■ **PROBLEM DETAILS**
Your task is to repeat the data exactly, every line of it.

DATA EXTRACTS START

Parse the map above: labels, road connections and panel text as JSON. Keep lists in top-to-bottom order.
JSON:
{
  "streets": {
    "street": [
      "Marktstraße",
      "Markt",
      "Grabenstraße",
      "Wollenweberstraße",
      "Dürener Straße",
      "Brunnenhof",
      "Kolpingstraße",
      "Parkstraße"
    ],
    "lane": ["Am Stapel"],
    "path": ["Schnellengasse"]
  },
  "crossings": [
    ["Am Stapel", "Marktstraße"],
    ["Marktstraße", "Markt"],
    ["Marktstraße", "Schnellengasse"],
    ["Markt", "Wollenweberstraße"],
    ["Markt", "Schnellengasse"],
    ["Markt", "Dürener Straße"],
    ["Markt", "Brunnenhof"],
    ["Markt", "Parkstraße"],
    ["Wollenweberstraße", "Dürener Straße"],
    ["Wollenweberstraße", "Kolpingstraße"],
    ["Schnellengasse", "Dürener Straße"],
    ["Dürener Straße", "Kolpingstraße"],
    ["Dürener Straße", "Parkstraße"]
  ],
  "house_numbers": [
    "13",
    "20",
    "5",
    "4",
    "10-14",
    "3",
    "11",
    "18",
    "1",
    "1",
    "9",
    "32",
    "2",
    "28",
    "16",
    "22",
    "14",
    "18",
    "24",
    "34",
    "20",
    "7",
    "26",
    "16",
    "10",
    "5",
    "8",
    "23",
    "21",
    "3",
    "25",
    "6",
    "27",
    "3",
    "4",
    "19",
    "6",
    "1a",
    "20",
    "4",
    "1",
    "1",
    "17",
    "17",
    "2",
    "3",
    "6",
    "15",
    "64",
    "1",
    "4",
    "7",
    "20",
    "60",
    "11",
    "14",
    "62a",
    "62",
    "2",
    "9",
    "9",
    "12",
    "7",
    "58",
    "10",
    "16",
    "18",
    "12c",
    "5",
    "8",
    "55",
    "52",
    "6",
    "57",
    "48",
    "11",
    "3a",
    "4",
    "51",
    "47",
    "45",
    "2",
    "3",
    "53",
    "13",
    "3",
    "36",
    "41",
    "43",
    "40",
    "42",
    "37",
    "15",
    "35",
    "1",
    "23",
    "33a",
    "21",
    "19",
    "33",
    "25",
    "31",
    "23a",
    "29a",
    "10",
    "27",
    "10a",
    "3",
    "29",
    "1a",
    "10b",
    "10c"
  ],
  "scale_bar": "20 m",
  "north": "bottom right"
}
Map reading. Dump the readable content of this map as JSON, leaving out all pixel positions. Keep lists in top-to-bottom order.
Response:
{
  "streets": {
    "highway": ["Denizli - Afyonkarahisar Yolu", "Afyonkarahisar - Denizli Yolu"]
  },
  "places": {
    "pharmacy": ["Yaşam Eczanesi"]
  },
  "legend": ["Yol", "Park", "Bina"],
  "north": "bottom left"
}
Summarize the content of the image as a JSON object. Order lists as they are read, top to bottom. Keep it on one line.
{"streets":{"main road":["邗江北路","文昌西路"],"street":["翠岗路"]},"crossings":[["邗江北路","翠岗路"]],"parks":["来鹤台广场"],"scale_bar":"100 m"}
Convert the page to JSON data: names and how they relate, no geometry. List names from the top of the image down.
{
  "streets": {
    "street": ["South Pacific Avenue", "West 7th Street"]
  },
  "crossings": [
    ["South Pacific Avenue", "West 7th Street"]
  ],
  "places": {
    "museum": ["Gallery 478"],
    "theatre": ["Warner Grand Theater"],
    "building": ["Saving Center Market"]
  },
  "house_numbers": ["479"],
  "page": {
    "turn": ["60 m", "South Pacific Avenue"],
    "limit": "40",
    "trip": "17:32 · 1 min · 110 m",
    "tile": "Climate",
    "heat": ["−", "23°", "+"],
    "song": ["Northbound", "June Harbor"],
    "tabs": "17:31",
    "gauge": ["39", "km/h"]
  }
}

DATA EXTRACTS END

■ **EXERCISE ANSWER**
Parse the map above: labels, road connections and panel text as JSON. Keep lists in top-to-bottom order.
JSON:
{
  "streets": {
    "street": [
      "Marktstraße",
      "Markt",
      "Grabenstraße",
      "Wollenweberstraße",
      "Dürener Straße",
      "Brunnenhof",
      "Kolpingstraße",
      "Parkstraße"
    ],
    "lane": ["Am Stapel"],
    "path": ["Schnellengasse"]
  },
  "crossings": [
    ["Am Stapel", "Marktstraße"],
    ["Marktstraße", "Markt"],
    ["Marktstraße", "Schnellengasse"],
    ["Markt", "Wollenweberstraße"],
    ["Markt", "Schnellengasse"],
    ["Markt", "Dürener Straße"],
    ["Markt", "Brunnenhof"],
    ["Markt", "Parkstraße"],
    ["Wollenweberstraße", "Dürener Straße"],
    ["Wollenweberstraße", "Kolpingstraße"],
    ["Schnellengasse", "Dürener Straße"],
    ["Dürener Straße", "Kolpingstraße"],
    ["Dürener Straße", "Parkstraße"]
  ],
  "house_numbers": [
    "13",
    "20",
    "5",
    "4",
    "10-14",
    "3",
    "11",
    "18",
    "1",
    "1",
    "9",
    "32",
    "2",
    "28",
    "16",
    "22",
    "14",
    "18",
    "24",
    "34",
    "20",
    "7",
    "26",
    "16",
    "10",
    "5",
    "8",
    "23",
    "21",
    "3",
    "25",
    "6",
    "27",
    "3",
    "4",
    "19",
    "6",
    "1a",
    "20",
    "4",
    "1",
    "1",
    "17",
    "17",
    "2",
    "3",
    "6",
    "15",
    "64",
    "1",
    "4",
    "7",
    "20",
    "60",
    "11",
    "14",
    "62a",
    "62",
    "2",
    "9",
    "9",
    "12",
    "7",
    "58",
    "10",
    "16",
    "18",
    "12c",
    "5",
    "8",
    "55",
    "52",
    "6",
    "57",
    "48",
    "11",
    "3a",
    "4",
    "51",
    "47",
    "45",
    "2",
    "3",
    "53",
    "13",
    "3",
    "36",
    "41",
    "43",
    "40",
    "42",
    "37",
    "15",
    "35",
    "1",
    "23",
    "33a",
    "21",
    "19",
    "33",
    "25",
    "31",
    "23a",
    "29a",
    "10",
    "27",
    "10a",
    "3",
    "29",
    "1a",
    "10b",
    "10c"
  ],
  "scale_bar": "20 m",
  "north": "bottom right"
}
Map reading. Dump the readable content of this map as JSON, leaving out all pixel positions. Keep lists in top-to-bottom order.
Response:
{
  "streets": {
    "highway": ["Denizli - Afyonkarahisar Yolu", "Afyonkarahisar - Denizli Yolu"]
  },
  "places": {
    "pharmacy": ["Yaşam Eczanesi"]
  },
  "legend": ["Yol", "Park", "Bina"],
  "north": "bottom left"
}
Summarize the content of the image as a JSON object. Order lists as they are read, top to bottom. Keep it on one line.
{"streets":{"main road":["邗江北路","文昌西路"],"street":["翠岗路"]},"crossings":[["邗江北路","翠岗路"]],"parks":["来鹤台广场"],"scale_bar":"100 m"}
Convert the page to JSON data: names and how they relate, no geometry. List names from the top of the image down.
{
  "streets": {
    "street": ["South Pacific Avenue", "West 7th Street"]
  },
  "crossings": [
    ["South Pacific Avenue", "West 7th Street"]
  ],
  "places": {
    "museum": ["Gallery 478"],
    "theatre": ["Warner Grand Theater"],
    "building": ["Saving Center Market"]
  },
  "house_numbers": ["479"],
  "page": {
    "turn": ["60 m", "South Pacific Avenue"],
    "limit": "40",
    "trip": "17:32 · 1 min · 110 m",
    "tile": "Climate",
    "heat": ["−", "23°", "+"],
    "song": ["Northbound", "June Harbor"],
    "tabs": "17:31",
    "gauge": ["39", "km/h"]
  }
}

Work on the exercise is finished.